Records supplied below:

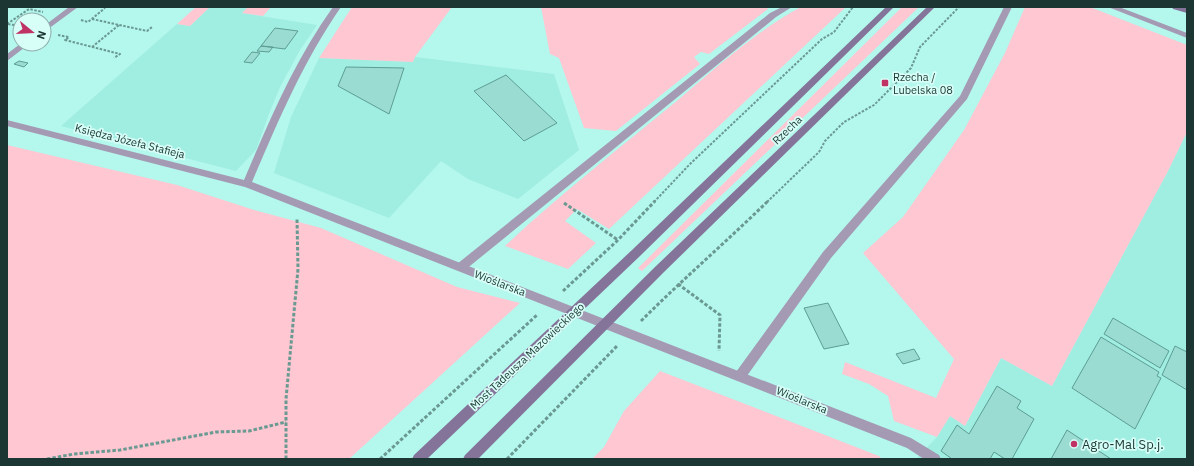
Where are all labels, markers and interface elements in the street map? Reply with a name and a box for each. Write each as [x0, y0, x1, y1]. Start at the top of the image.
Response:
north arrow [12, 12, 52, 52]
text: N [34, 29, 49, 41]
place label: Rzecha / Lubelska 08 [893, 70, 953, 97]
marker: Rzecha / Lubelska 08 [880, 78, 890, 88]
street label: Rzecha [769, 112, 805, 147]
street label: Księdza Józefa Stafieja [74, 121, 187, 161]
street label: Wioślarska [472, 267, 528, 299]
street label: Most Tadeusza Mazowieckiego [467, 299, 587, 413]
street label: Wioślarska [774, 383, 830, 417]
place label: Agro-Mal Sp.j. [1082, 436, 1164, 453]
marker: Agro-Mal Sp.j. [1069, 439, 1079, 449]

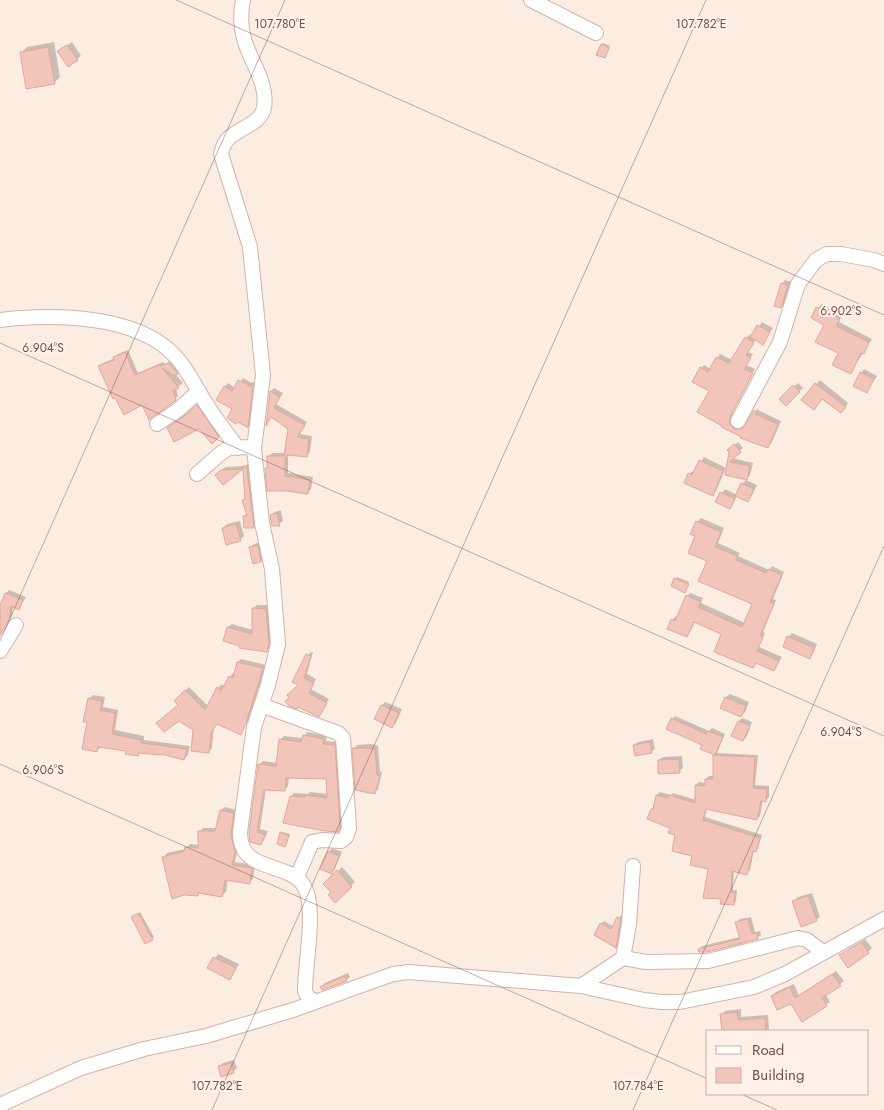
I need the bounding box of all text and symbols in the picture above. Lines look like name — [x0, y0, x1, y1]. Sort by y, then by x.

End of Records supplied.

▸ About this task: Copy out every entry exactly as written, but not the pictures.

▸ Solution for this problem:
Where are all labels, markers and interface elements in the street map? Reply with a name and a box for each. Write each as [x0, y0, x1, y1]. Start at the top of the image.
Response:
north arrow [12, 12, 52, 52]
text: N [34, 29, 49, 41]
place label: Rzecha / Lubelska 08 [893, 70, 953, 97]
marker: Rzecha / Lubelska 08 [880, 78, 890, 88]
street label: Rzecha [769, 112, 805, 147]
street label: Księdza Józefa Stafieja [74, 121, 187, 161]
street label: Wioślarska [472, 267, 528, 299]
street label: Most Tadeusza Mazowieckiego [467, 299, 587, 413]
street label: Wioślarska [774, 383, 830, 417]
place label: Agro-Mal Sp.j. [1082, 436, 1164, 453]
marker: Agro-Mal Sp.j. [1069, 439, 1079, 449]

I need the bounding box of all text and symbols in the picture above. Lines look like name — [x0, y0, x1, y1]. Sort by y, then by x.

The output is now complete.